Readers' big infrastructure projects
Last month, the Magazine looked at 10 infrastructure ideas that could change the UK.
Readers have been sending in their own suggestions for infrastructure projects, which have been assessed by experts. Here's a selection.
"I would prefer to think bigger and create a joint Atlantic Tunnel with Canada and the USA. We could use it for freight and oil/gas transportation, or, if really bold, use Iceland and Greenland as islands and open the tunnel to passenger trains. It would be quick, renewable positive, and with no more trans-Atlantic flights carrying freight." (Peter, Chelmsford)
This is a huge project, it would be more than 30 times longer than one of the largest aqueducts in the world, Manchester's Thirlmere Aqueduct. An Atlantic tunnel is not a new idea. One of the many proposals goes back to 1888.
Ernst G Frankel, former professor of mechanical engineering and ocean engineering at the Massachusetts Institute of Technology (MIT), has argued that such a scheme is do-able. His own idea is to build a neutrally buoyant vacuum tunnel submerged 150 ft to 300 ft beneath the Atlantic's surface and anchored to the seafloor. A magnetically levitated train would zip through at up to 4,000 mph. "From an engineering point of view there are no serious stumbling blocks," Frankel told Popular Science. "We lay pipes and cables across the ocean every day. The Norwegians recently investigated submerged, floating tunnels for crossing their deep fjords, and were only held back by the costs."

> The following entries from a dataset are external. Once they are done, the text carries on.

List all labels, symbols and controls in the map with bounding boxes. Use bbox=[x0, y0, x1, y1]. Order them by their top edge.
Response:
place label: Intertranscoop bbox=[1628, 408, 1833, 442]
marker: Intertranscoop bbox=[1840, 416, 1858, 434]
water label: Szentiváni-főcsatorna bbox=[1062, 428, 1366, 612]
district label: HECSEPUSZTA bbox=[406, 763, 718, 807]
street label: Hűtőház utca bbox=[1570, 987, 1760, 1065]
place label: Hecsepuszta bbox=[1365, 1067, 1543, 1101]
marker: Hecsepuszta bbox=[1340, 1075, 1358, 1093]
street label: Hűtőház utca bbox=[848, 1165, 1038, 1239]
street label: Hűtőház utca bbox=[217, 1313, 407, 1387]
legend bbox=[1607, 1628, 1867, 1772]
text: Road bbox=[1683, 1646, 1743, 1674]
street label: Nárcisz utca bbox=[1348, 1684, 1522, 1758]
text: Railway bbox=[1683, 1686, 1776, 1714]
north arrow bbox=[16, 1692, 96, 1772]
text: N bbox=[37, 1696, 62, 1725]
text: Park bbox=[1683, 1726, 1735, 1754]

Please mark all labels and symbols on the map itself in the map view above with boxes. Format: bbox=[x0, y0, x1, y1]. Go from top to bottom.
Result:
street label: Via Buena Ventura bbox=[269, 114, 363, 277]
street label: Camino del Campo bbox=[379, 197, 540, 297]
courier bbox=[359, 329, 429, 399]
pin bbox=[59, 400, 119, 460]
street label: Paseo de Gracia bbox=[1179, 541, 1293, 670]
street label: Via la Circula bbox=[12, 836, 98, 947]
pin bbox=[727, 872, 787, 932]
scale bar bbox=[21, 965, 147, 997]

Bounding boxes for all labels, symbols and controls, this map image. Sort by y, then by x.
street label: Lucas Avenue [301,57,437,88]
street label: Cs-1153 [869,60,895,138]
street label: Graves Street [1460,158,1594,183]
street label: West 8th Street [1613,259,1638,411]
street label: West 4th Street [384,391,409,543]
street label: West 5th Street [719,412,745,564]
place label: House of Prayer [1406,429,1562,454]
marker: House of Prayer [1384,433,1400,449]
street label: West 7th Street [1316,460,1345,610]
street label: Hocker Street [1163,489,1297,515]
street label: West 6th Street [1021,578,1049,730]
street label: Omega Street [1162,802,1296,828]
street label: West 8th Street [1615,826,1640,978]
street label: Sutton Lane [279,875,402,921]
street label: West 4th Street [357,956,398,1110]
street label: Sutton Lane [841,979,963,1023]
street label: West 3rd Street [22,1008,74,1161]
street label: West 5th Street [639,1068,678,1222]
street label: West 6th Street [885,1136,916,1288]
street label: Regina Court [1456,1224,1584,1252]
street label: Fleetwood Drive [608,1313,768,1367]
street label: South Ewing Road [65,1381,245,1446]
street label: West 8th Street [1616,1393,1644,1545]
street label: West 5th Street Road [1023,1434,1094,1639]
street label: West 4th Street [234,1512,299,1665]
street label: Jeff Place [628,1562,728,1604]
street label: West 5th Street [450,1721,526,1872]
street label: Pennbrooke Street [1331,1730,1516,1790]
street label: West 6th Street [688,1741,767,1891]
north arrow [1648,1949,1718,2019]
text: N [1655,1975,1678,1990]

There are other high-speed ideas out there that could be used. US-based entrepreneur Elon Musk recently suggested a Hyperloop service using magnets and fans that would link Los Angeles and San Francisco in half an hour, at speeds reaching 760mph.
But Arup tunnelling director Bill Grose - also former chairman of the British Tunnelling Society - isn't convinced by the Atlantic tunnel. "It's difficult to see a business case," he says. The most likely rail route would go from Scotland to Newfoundland and then to the US, he says. It would be unlikely that any journey through the tunnel would take less than 15 hours. That would create problems with ventilation.
Even on the most generous estimation of cost, the price tag is eye wateringly high.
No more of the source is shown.